Note: I have been getting a lot of comments on the blog, which I appreciate but I'd really love for this to be a space for free writing (that's why the first few posts were so free and funny). I guess it's up to me to distance myself a bit from commentary, so, I guess what I mean to say in all this is use the blog as a source of information, and post your comments, but leave the commentary in cyberland. If there's anything worst, it's having the blob (as some like to call it) and the internet invade your daily life. Anyhoo, I'll be off for the weekend.... stay tuned, more adventures to come on Monday.
I think the initial high of being in Milan and the novelty of the experience have worn off after five days. The reality of this city is starting to seep through: I am starting to notice beggars on the street, the prostitutes who linger late into the night, the male dominance and conservative ideology that reigns, and the subtle xenophobia that is also here. It isn't as if I am starting to hate Milan, it is only that I am starting to see a more comprehensive view of the city (which is quite fitting because today I am going to get a full view of the city from the top of the duomo).
Yesterday, I gladly spent a quiet evening at home chatting about the cheap and easy travel that Europeans enjoy, the politics of Milan, the Middle East, George Bush and Canada with Dorota, all while doing the dishes and cutting watermelon (anguria). Earlier in the evening, when I arrived home, I had held the elevator for an elderly woman in our building coming towards the elevator.

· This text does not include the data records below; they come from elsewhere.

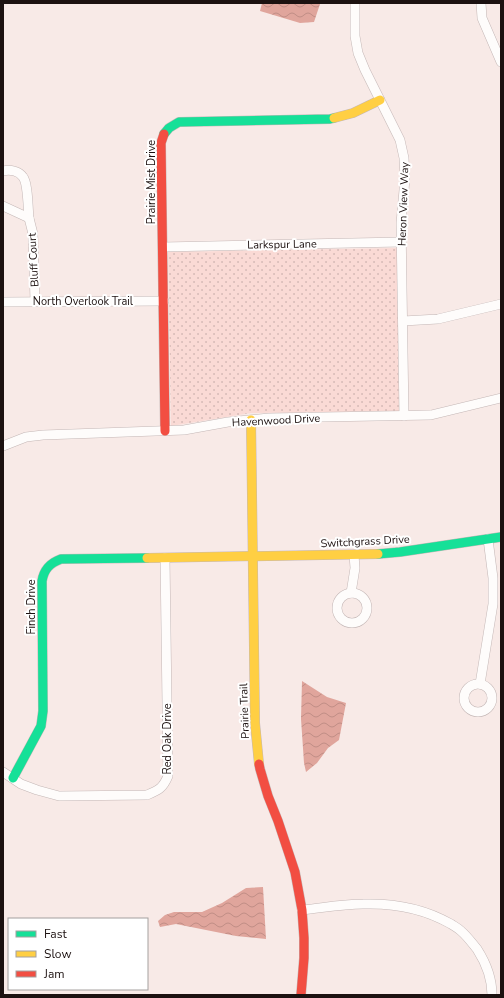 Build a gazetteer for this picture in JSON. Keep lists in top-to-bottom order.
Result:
{
  "streets": {
    "street": [
      "Prairie Mist Drive",
      "Heron View Way",
      "Larkspur Lane",
      "Bluff Court",
      "North Overlook Trail",
      "Havenwood Drive",
      "Switchgrass Drive",
      "Finch Drive",
      "Prairie Trail",
      "Red Oak Drive"
    ]
  },
  "crossings": [
    ["Prairie Mist Drive", "Heron View Way"],
    ["Prairie Mist Drive", "Larkspur Lane"],
    ["Prairie Mist Drive", "North Overlook Trail"],
    ["Prairie Mist Drive", "Havenwood Drive"],
    ["Heron View Way", "Larkspur Lane"],
    ["Heron View Way", "Havenwood Drive"],
    ["Bluff Court", "North Overlook Trail"],
    ["Havenwood Drive", "Prairie Trail"],
    ["Switchgrass Drive", "Finch Drive"],
    ["Switchgrass Drive", "Prairie Trail"],
    ["Finch Drive", "Prairie Trail"],
    ["Finch Drive", "Red Oak Drive"]
  ],
  "legend": ["Fast", "Slow", "Jam"]
}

When she saw me she made some sign with her hand, as if she were scratching her neck. Of course, I had no idea what that meant and was unphased. When she indicated that she lived on the same floor, I went into the elevator, no problem. I later asked Matilde and co. about the gesture and if there was anything else typically Italian I should know about. They were aghast because scratching your neck usually means 'I don't give a f*$£' which is, well, rude. Dorota suggested that she may have just waved her hand away at me in some sort of shooing motion to indicate she didn't need the elevator. I really don't remember what I saw. But now, I know.
The Milanese have this way of appraising you and what you are wearing in a very quick manner. It's odd because people here are very warm once you know them, but there is no way you will meet random people. Matilde was telling me that if you go to a party, you go with your friends, you stay with your friends, you leave with your friends. E cosi (that's how it is). So there is a coldness that reigns here, Milan is a city of individuals, much like New York. But the contrast is so great between those people you know and those you don't. It is kind of surprising. But I digress. Since Milan is a city of fashion and status, it seems, what you wear occupies spot number one on the list of priorities. Other than men's rotating and focused appraising glance for a beautiful woman, some Milanesi will give you a quick look over, a top-to-bottom scan with the eyes. I guess it's a very subtle compliment, or at least that's how I've been taking it. It might be an insult for all I know, since it is so subtle. For now, I am alright with it, but I'll let you know when it starts getting on my nerves, because it's one of those things that could be flattering on a good day and like daggers on a bad day.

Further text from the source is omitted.